For the purposes of impairment testing, goodwill is allocated to the cash-generating units expected to benefit from the acquisition. Cash-generating units to which goodwill has been allocated are tested for impairment at least annually, or more frequently when there is an indication that the unit may be impaired. If the recoverable amount of the cash-generating unit is less than the carrying amount of the unit, the impairment loss is allocated first to reduce the carrying amount of any goodwill allocated to the unit and then to the other assets of the unit pro-rata on the basis of the carrying amount of each asset in the unit.

5.8
Tangible fixed assets

Tangible fixed assets are initially measured at cost and subsequently measured at cost or valuation, net of depreciation and any impairment losses.

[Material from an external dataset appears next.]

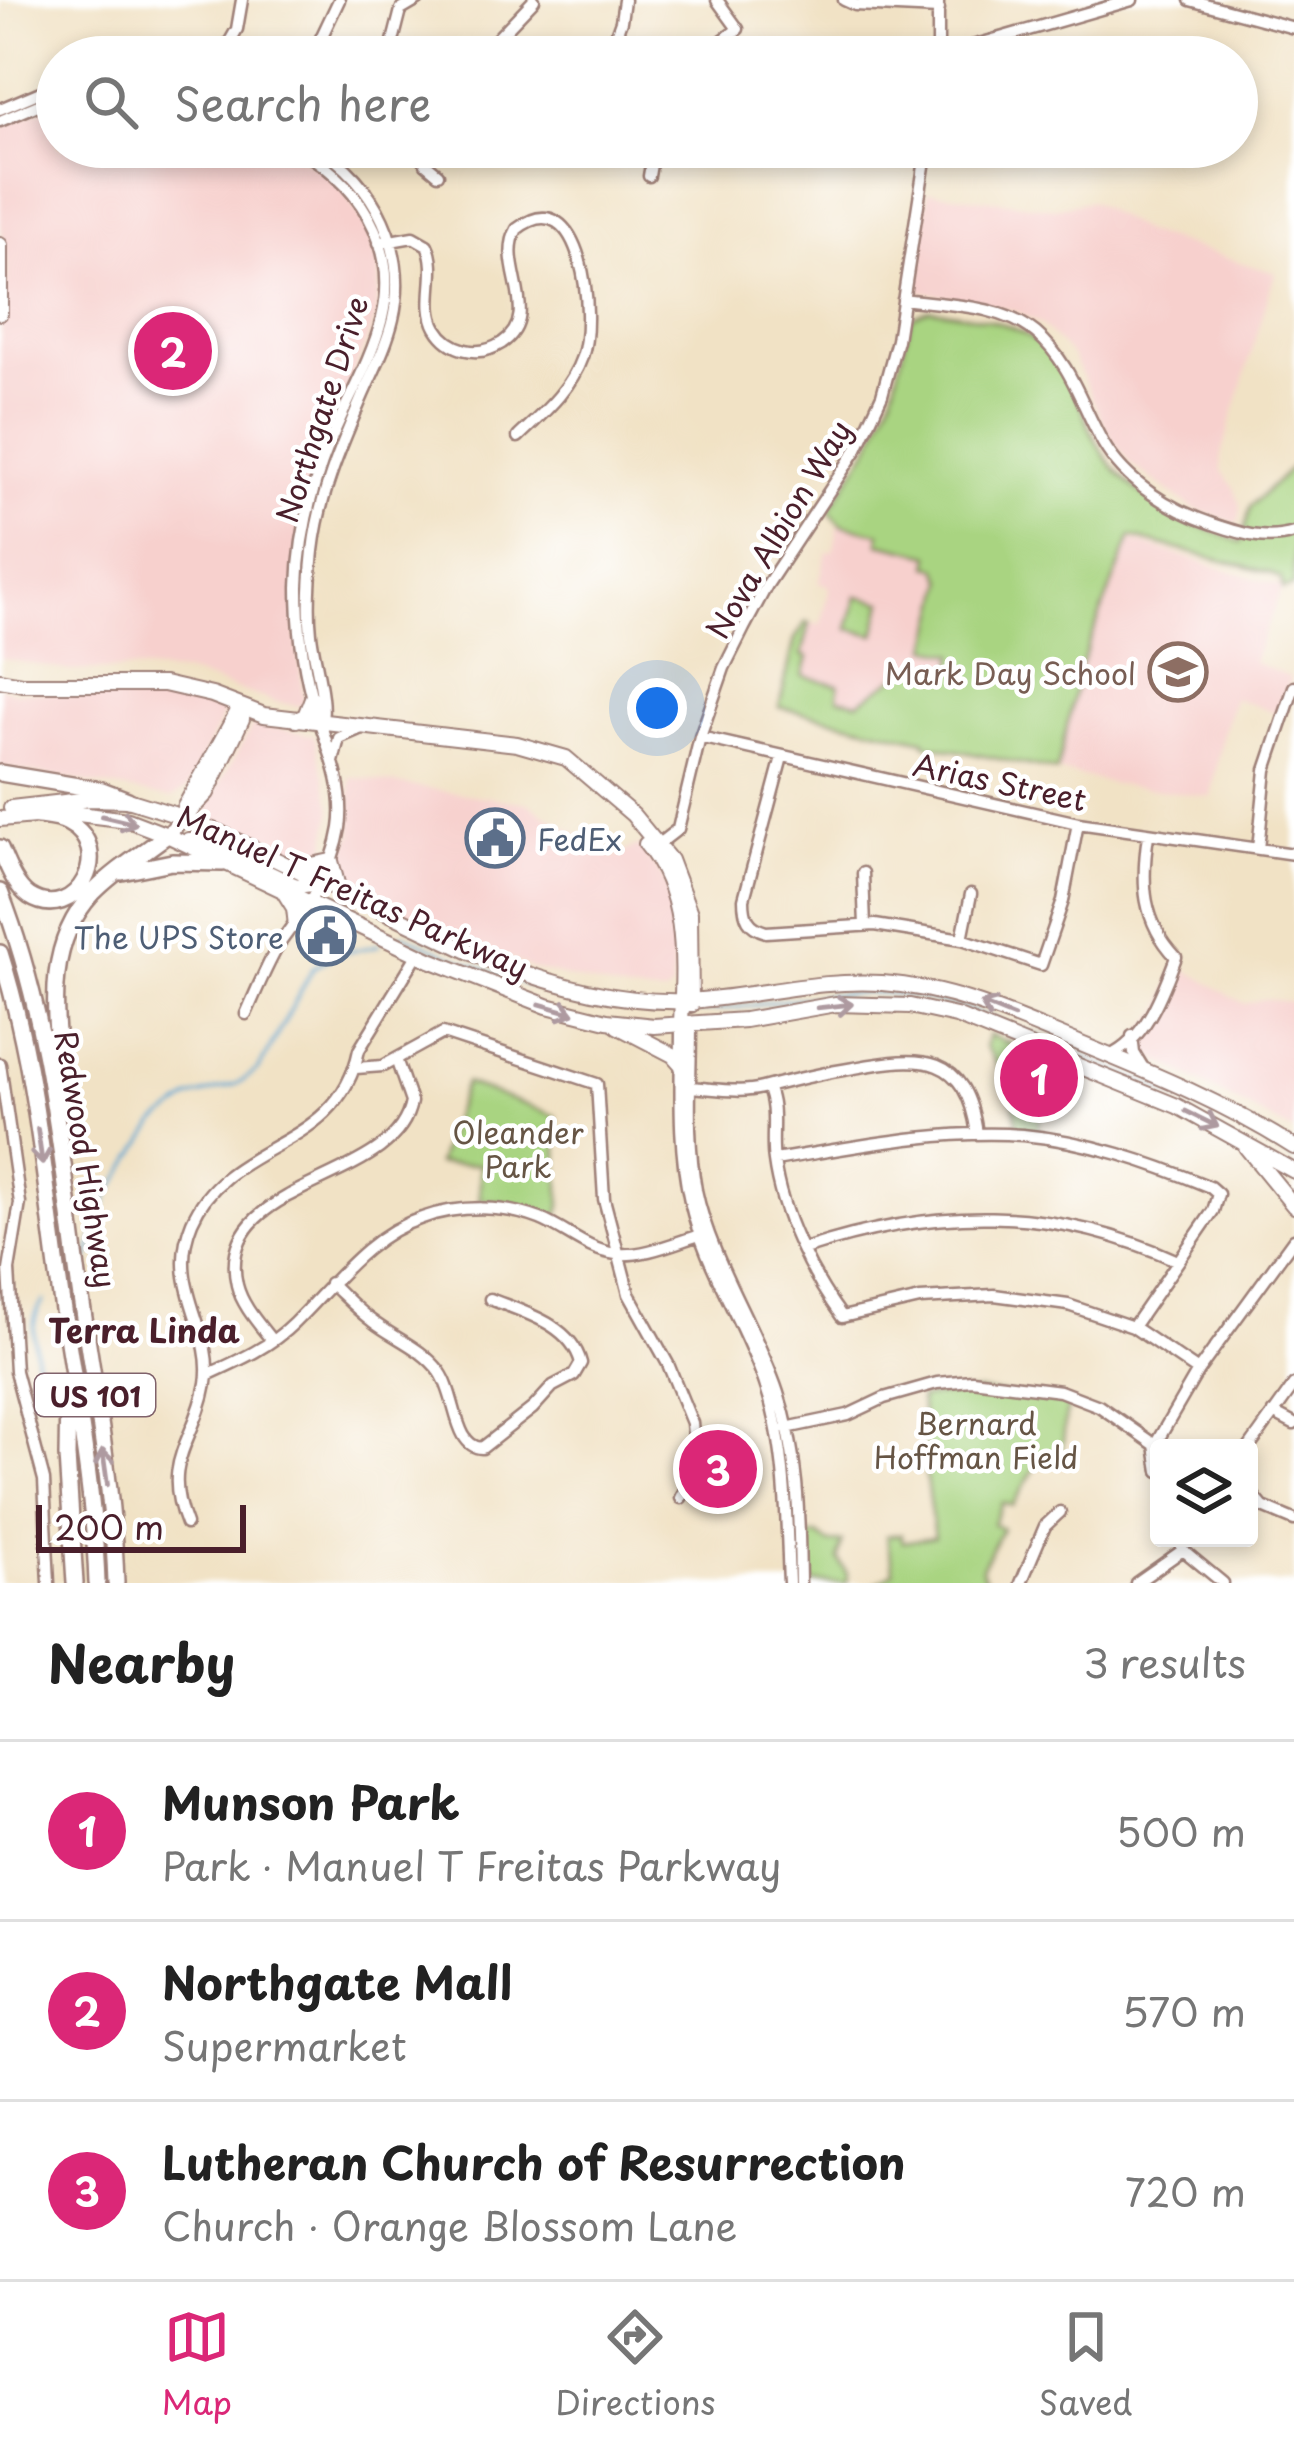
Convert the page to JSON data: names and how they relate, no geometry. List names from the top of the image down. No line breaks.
{"streets":{"highway":["Redwood Highway","US 101"],"main road":["Manuel T Freitas Parkway"],"street":["Northgate Drive","Nova Albion Way","Arias Street"]},"crossings":[["Northgate Drive","Manuel T Freitas Parkway"],["Nova Albion Way","Arias Street"]],"districts":["Terra Linda"],"parks":["Oleander Park","Bernard Hoffman Field"],"places":{"school or university":["Mark Day School"],"public building":["FedEx","The UPS Store"]},"scale_bar":"200 m","page":{"search":"Search here","pins":["2","1","3"],"scale":"200 m","heading":["Nearby","3 results"],"list":[{"mark":"1","name":"Munson Park","note":"Park · Manuel T Freitas Parkway","value":"500 m"},{"mark":"2","name":"Northgate Mall","note":"Supermarket","value":"570 m"},{"mark":"3","name":"Lutheran Church of Resurrection","note":"Church · Orange Blossom Lane","value":"720 m"}],"nav":["Map","Directions","Saved"]}}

Depreciation is recognised so as to write off the cost or valuation of assets less their residual values over their useful lives on the following bases:

Plant and equipment
10% - 25% reducing balance
Fixtures and fittings
10% - 25% reducing balance
Computers
25% reducing balance
Motor vehicles
25% reducing balance

The gain or loss arising on the disposal of an asset is determined as the difference between the sale proceeds and the carrying value of the asset, and is recognised in the profit and loss account.

5.9
Fixed asset investments

Equity investments are measured at fair value through profit or loss, except for those equity investments that are not publicly traded and whose fair value cannot otherwise be measured reliably, which are recognised at cost less impairment until a reliable measure of fair value becomes available.

 

In the parent company financial statements, investments in subsidiaries, associates and jointly controlled entities are initially measured at cost and subsequently measured at cost less any accumulated impairment losses.

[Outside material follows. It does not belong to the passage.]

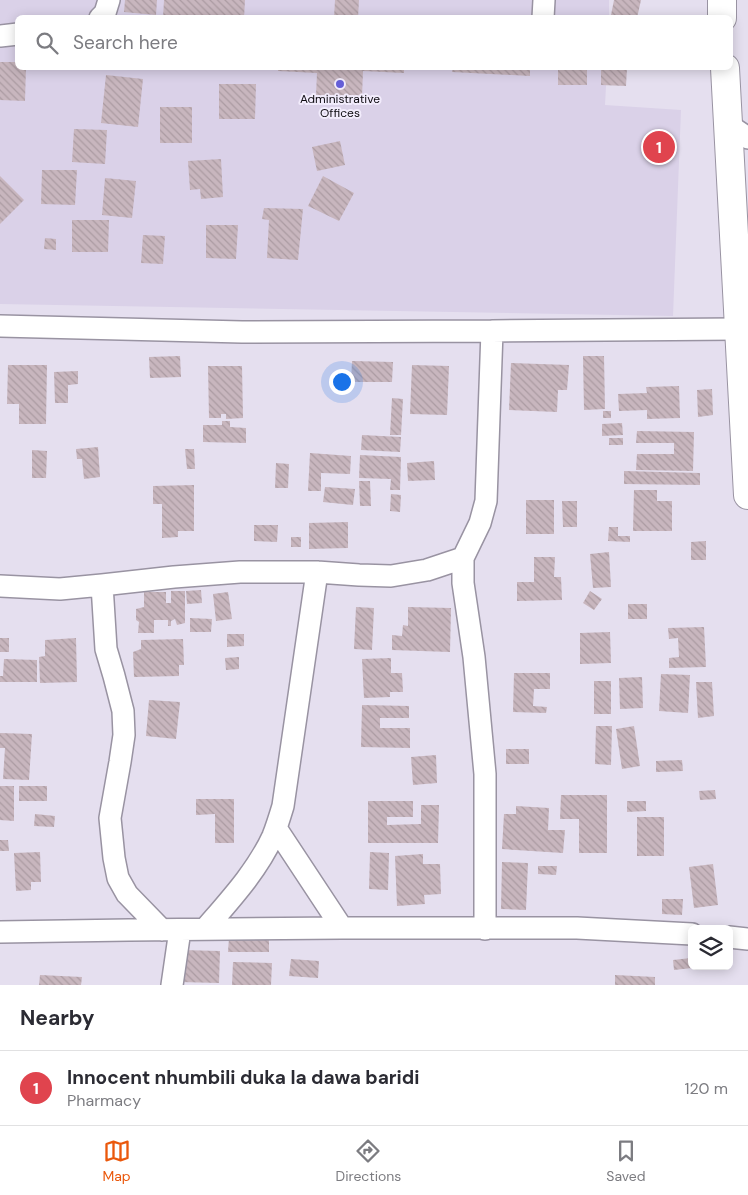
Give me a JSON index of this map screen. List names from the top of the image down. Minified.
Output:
{"places":["Administrative Offices"],"page":{"search":"Search here","pins":"1","heading":"Nearby","list":[{"mark":"1","name":"Innocent nhumbili duka la dawa baridi","note":"Pharmacy","value":"120 m"}],"nav":["Map","Directions","Saved"]}}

A subsidiary is an entity controlled by the group. Control is the power to govern the financial and operating policies of the entity so as to obtain benefits from its activities.

1ST CONTAINERS (UK) LIMITED
NOTES TO THE GROUP FINANCIAL STATEMENTS (CONTINUED)
FOR THE 9 MONTH PERIOD ENDED 31 DECEMBER 2021
5
Accounting policies
(Continued)
- 21 -
5.10
Impairment of fixed assets

At each reporting period end date, the group reviews the carrying amounts of its tangible and intangible assets to determine whether there is any indication that those assets have suffered an impairment loss. If any such indication exists, the recoverable amount of the asset is estimated in order to determine the extent of the impairment loss (if any). Where it is not possible to estimate the recoverable amount of an individual asset, the company estimates the recoverable amount of the cash-generating unit to which the asset belongs.

5.11
Stocks

Stocks are stated at the lower of cost and estimated selling price less costs to complete and sell. Cost comprises direct materials and, where applicable, direct labour costs and those overheads that have been incurred in bringing the stocks to their present location and condition.

 

Stocks held for distribution at no or nominal consideration are measured at the lower of cost and replacement cost, adjusted where applicable for any loss of service potential.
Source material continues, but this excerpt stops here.